**Exercise requirements**
Pull out all lines from the listing below in which the word "linecap" appears.

◆ ◆ ◆ ◆

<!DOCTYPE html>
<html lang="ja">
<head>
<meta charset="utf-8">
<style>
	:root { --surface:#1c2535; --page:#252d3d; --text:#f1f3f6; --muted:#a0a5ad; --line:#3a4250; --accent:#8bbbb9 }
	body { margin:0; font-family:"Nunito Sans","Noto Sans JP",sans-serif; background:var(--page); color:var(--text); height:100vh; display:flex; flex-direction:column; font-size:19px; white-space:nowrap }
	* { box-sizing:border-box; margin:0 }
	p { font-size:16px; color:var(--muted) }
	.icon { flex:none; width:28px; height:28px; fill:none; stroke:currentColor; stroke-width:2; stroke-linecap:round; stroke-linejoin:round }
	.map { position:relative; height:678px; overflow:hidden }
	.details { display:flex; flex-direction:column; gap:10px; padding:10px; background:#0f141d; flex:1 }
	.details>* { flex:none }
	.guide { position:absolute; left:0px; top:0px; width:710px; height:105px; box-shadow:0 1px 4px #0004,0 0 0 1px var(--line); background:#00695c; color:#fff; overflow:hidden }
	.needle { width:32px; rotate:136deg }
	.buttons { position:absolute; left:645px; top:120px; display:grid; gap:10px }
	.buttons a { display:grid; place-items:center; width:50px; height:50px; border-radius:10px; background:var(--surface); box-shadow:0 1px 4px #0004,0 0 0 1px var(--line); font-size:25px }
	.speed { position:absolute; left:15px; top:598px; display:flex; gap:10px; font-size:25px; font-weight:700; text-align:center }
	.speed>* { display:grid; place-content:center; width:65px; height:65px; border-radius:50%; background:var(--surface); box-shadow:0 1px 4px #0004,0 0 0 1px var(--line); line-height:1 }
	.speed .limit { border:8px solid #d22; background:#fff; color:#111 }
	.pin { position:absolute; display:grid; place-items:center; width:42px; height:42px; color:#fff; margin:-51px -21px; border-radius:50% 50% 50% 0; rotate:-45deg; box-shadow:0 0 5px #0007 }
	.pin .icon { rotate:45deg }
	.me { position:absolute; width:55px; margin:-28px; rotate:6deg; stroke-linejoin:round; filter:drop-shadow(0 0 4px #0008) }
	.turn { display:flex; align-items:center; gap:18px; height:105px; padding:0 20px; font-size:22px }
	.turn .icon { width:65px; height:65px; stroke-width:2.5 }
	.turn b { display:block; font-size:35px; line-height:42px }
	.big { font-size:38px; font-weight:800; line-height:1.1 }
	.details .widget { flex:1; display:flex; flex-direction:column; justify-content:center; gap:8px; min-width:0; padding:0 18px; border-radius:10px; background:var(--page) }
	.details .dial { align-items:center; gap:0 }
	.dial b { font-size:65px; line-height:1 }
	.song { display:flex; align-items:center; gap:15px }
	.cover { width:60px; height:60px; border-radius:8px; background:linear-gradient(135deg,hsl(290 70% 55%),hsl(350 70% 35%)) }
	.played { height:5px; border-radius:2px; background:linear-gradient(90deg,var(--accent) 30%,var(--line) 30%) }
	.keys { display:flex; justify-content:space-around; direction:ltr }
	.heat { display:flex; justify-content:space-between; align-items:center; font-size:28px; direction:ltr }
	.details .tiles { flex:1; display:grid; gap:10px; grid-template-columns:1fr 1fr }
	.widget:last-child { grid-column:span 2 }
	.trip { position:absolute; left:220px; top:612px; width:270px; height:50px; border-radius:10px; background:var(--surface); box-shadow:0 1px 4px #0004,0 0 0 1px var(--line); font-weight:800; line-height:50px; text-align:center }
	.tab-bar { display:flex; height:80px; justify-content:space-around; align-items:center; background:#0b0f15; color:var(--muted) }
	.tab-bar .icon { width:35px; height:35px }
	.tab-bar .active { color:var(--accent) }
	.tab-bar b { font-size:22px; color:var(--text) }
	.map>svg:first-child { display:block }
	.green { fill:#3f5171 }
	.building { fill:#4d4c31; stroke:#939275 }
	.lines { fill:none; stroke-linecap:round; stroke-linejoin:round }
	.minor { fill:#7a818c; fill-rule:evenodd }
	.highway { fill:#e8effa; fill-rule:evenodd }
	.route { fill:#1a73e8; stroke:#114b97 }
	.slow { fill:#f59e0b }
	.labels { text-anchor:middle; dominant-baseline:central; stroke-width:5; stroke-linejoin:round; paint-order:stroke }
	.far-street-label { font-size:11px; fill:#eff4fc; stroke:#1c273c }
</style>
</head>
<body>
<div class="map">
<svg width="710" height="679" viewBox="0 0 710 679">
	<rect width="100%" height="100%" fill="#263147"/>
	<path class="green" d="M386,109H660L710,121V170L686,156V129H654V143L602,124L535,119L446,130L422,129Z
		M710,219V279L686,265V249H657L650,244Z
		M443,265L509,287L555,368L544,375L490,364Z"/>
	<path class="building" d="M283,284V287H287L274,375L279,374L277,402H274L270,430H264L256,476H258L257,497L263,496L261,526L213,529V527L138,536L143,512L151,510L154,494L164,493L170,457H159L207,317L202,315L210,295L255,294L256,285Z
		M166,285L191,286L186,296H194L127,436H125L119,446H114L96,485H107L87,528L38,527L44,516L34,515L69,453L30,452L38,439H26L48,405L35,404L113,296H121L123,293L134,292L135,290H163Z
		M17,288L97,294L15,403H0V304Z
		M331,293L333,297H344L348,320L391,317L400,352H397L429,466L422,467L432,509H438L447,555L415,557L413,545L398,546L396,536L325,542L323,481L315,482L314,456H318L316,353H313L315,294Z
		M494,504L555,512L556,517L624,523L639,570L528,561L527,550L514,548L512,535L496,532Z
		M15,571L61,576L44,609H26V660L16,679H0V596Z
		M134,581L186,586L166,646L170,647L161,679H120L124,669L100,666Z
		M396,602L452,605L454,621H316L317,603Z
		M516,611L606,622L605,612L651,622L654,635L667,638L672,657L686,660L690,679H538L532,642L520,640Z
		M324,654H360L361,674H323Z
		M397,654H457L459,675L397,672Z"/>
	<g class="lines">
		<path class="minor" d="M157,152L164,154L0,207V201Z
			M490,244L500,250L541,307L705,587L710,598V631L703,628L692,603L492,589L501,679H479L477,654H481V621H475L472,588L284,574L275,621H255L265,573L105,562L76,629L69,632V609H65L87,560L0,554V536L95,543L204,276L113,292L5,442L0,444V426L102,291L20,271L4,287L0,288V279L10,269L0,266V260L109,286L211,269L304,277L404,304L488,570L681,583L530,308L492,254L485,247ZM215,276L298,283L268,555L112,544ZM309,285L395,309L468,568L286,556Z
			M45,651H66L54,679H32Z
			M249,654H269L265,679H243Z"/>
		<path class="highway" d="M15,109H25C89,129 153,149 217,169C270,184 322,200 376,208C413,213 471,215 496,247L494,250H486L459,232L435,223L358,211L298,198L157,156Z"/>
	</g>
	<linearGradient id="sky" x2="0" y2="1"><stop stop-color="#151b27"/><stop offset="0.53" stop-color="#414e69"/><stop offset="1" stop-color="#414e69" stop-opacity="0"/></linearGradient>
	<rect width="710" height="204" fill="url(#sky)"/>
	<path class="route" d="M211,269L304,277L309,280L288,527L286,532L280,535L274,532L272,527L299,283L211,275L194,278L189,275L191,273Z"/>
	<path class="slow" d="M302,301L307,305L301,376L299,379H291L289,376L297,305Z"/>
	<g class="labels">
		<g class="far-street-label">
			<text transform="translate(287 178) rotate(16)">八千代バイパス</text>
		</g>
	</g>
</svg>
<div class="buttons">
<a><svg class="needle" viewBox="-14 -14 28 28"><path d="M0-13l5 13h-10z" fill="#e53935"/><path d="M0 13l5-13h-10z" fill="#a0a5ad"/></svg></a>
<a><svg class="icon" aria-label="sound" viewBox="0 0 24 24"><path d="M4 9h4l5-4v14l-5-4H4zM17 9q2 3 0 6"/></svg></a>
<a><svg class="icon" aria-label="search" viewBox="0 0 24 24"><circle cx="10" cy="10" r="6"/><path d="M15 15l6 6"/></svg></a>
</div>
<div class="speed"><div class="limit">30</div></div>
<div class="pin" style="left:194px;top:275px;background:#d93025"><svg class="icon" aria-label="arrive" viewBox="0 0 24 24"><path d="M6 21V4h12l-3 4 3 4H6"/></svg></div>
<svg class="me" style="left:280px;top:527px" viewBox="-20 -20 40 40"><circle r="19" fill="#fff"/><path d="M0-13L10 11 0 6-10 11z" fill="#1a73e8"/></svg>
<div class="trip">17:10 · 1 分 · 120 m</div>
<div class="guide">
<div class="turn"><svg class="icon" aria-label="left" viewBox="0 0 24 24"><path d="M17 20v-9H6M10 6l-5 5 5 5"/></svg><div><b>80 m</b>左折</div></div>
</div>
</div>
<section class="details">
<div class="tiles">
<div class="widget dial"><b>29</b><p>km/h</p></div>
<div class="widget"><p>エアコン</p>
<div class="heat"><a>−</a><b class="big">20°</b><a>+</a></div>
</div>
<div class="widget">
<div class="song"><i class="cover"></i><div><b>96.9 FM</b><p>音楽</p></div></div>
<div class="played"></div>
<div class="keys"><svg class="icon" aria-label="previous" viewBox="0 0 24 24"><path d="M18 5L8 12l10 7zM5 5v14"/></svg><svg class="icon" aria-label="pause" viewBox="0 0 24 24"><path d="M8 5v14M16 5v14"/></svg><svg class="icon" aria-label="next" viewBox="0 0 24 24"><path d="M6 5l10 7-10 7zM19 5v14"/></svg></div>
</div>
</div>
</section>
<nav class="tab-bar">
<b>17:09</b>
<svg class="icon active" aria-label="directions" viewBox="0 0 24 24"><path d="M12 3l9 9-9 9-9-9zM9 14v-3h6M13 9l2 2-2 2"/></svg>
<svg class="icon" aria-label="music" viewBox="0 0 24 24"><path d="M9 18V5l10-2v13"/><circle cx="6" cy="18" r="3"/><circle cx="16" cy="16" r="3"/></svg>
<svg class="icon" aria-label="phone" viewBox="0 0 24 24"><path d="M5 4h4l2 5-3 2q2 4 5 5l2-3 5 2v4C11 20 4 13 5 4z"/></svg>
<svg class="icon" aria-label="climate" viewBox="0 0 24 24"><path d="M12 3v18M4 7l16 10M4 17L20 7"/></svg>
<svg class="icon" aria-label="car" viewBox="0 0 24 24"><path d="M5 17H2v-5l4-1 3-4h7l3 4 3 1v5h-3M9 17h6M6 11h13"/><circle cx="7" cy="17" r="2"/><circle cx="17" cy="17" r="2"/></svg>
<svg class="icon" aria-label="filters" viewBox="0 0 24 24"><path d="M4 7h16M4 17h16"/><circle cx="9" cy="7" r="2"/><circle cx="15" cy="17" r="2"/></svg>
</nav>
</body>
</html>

◆ ◆ ◆ ◆

**Answer below**
	.icon { flex:none; width:28px; height:28px; fill:none; stroke:currentColor; stroke-width:2; stroke-linecap:round; stroke-linejoin:round }
	.lines { fill:none; stroke-linecap:round; stroke-linejoin:round }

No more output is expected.